Mistake #1: Misclassifying the worker as an independent contractor.
If you hire someone to work in your home, the IRS considers that person to be your employee. Classifying the worker as an independent contractor (by using Form 1099) is considered tax evasion. Beware: the IRS recently announced a major enforcement initiative targeting several key industries, including household employment.
Mistake #2: Failure to properly address overtime.
Nannies and other household employees are considered non-exempt workers under the Fair Labor Standards Act. That means their employer is required to pay overtime for all hours over 40 in a 7-day work week (live-in nannies are generally an exception to this rule, although a few states require live-ins to be paid overtime as well). Overtime hours must be paid at a rate that is at least 1.5 times the regular rate of pay.

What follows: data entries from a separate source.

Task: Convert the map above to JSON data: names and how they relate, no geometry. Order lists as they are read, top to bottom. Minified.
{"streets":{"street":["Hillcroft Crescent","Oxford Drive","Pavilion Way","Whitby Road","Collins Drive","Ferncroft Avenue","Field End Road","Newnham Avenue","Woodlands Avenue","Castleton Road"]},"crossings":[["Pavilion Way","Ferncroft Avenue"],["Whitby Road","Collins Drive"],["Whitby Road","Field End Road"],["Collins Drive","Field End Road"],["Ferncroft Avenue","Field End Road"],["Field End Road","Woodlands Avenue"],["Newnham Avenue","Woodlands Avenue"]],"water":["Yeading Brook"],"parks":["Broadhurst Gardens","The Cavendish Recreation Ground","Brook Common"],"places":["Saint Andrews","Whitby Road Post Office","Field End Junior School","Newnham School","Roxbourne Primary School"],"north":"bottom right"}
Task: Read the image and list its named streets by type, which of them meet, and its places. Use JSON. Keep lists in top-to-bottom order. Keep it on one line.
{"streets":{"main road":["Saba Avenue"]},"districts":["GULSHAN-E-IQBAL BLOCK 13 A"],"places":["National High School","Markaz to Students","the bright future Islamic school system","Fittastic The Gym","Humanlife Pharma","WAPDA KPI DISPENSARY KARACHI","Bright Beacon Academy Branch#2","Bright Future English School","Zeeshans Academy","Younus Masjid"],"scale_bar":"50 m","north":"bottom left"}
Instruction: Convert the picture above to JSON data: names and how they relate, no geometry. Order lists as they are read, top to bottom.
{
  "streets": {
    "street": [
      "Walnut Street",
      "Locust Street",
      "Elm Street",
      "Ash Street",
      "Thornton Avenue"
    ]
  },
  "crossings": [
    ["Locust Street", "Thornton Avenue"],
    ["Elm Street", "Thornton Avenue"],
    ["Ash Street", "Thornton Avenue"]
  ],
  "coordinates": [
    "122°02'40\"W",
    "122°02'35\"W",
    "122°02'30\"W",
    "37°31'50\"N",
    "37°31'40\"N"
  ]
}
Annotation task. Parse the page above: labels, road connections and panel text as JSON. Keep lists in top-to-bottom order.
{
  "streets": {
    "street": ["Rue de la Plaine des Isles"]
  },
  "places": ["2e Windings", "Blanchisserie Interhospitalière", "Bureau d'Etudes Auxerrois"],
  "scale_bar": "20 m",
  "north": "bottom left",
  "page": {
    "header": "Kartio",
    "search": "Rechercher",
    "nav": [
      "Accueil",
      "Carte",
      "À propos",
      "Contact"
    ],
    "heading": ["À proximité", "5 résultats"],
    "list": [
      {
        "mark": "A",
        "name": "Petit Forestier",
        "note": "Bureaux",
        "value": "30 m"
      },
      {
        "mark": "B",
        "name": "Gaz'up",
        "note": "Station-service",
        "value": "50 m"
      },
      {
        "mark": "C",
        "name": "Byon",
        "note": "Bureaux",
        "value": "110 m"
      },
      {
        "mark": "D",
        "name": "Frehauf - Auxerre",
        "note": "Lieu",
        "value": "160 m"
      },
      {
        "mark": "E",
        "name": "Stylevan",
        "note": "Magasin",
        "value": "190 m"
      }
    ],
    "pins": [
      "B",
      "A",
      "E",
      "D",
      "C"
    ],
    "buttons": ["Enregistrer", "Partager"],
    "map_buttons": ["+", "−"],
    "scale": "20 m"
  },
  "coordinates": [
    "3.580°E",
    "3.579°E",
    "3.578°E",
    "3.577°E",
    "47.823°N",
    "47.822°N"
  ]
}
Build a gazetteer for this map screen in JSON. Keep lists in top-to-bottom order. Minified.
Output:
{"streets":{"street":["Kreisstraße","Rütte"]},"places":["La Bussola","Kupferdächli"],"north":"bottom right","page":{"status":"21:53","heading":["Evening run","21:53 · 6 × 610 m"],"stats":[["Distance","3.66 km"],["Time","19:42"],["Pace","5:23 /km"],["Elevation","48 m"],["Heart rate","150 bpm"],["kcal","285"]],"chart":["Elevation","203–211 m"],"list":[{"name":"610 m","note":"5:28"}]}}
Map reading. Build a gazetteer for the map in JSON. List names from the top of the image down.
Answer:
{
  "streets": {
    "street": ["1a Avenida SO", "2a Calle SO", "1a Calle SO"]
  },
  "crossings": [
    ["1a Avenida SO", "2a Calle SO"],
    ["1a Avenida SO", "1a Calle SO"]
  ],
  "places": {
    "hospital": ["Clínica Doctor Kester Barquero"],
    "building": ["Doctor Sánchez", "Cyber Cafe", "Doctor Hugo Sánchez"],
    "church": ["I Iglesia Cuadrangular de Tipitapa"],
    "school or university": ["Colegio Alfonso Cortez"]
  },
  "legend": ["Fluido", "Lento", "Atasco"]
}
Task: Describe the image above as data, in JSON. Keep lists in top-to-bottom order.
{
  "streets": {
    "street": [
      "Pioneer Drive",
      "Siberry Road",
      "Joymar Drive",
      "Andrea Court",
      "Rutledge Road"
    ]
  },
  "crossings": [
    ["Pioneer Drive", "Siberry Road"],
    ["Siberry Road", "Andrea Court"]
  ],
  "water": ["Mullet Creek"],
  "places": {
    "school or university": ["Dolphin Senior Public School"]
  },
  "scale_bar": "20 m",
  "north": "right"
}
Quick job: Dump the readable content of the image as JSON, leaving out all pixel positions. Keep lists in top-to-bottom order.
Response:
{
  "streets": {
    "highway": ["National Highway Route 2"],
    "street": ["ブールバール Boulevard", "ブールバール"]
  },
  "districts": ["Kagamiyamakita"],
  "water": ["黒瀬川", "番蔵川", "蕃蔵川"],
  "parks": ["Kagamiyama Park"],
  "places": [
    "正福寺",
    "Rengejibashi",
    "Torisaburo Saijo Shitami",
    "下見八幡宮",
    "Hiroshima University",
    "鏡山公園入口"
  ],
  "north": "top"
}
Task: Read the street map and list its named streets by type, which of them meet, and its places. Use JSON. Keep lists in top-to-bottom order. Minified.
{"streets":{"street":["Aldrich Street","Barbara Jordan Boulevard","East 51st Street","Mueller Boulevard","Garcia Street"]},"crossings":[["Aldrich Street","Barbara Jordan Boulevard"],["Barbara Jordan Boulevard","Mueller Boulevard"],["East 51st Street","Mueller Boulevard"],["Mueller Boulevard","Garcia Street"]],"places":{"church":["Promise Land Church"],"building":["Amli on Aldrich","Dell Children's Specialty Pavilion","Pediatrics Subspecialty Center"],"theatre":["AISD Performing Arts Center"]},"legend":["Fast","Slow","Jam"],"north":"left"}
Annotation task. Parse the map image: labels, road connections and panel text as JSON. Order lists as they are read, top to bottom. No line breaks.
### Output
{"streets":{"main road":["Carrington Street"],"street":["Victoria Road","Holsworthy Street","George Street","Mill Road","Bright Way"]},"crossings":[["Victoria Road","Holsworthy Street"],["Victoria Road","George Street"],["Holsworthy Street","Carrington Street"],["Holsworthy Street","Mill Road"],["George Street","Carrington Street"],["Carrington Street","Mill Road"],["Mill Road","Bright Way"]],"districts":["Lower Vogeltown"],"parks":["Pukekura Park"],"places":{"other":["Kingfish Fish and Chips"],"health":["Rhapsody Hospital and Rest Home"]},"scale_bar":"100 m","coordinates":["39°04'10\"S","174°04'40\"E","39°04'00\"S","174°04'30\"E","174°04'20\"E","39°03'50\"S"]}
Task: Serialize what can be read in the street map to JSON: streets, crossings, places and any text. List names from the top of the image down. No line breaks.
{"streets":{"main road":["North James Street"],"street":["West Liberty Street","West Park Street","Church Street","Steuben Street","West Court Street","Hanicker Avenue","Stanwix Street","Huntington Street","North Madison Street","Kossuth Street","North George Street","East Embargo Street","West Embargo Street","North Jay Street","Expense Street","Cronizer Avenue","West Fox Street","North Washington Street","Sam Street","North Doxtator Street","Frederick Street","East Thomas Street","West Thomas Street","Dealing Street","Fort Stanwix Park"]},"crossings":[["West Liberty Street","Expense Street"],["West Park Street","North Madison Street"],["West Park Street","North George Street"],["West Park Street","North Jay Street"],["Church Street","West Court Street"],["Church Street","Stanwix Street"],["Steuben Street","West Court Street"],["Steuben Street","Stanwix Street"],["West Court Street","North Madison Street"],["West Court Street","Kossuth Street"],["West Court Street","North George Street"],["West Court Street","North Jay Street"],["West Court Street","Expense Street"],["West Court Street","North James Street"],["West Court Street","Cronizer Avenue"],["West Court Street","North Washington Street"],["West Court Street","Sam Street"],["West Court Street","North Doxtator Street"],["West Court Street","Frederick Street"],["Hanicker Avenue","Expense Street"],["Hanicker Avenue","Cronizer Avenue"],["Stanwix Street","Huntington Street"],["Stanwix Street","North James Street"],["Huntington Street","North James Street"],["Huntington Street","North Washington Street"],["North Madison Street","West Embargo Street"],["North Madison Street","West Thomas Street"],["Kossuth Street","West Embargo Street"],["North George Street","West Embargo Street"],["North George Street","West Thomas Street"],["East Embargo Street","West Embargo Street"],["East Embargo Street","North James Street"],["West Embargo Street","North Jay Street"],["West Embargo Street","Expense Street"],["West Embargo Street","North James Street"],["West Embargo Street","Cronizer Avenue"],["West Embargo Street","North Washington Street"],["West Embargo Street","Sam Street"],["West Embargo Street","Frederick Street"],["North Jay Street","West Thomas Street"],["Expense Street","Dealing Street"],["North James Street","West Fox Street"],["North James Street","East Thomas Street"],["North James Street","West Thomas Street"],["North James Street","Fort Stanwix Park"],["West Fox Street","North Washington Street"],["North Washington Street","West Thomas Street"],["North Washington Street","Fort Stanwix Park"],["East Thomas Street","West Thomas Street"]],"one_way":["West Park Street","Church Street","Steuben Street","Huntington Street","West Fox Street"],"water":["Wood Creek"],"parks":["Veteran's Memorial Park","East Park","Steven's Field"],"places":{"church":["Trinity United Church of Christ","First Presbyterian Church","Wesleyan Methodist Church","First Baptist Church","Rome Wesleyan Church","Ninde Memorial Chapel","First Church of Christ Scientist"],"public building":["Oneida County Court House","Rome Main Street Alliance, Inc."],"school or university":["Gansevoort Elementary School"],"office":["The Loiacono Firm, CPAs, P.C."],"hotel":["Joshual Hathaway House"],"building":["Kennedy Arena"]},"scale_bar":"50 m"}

Many families try to side-step overtime by offering a salary. In their minds, jobs that pay a salary — instead of hourly — are legally able to pay a fixed amount of wages regardless of how many hours the employee works. This is true in most “white-collar,” “highly-compensated” professions because workers in these types of jobs are not prone to abuse. In the case of household workers, however, employers must make sure to properly address overtime pay.
Note about overtime: If the worker and employer agree to a salary based on a schedule that regularly includes more than 40 hours, the family should protect themselves by addressing overtime in an employment agreement that is signed by the employee. For example: Family and nanny agree to $450 per week based on a 45-hour work week. The employment agreement should specify that the weekly compensation was calculated based 40 hours at the regular rate of pay $9.47/hr plus 5 hours at the overtime rate of $14.21/hr. Additionally, it must be stated that any hours over 45 in a work week will be paid at the overtime rate of $14.21.
Overtime issues are particularly dangerous for employers because there is no statute of limitations. So former employees can file a wage dispute many years after the relationship has terminated. Back wages plus back taxes, penalties and interest can make this a very expensive mistake. The good news is a simple employment agreement makes all the worries go away.
Mistake #3: Putting a household employee on the company payroll.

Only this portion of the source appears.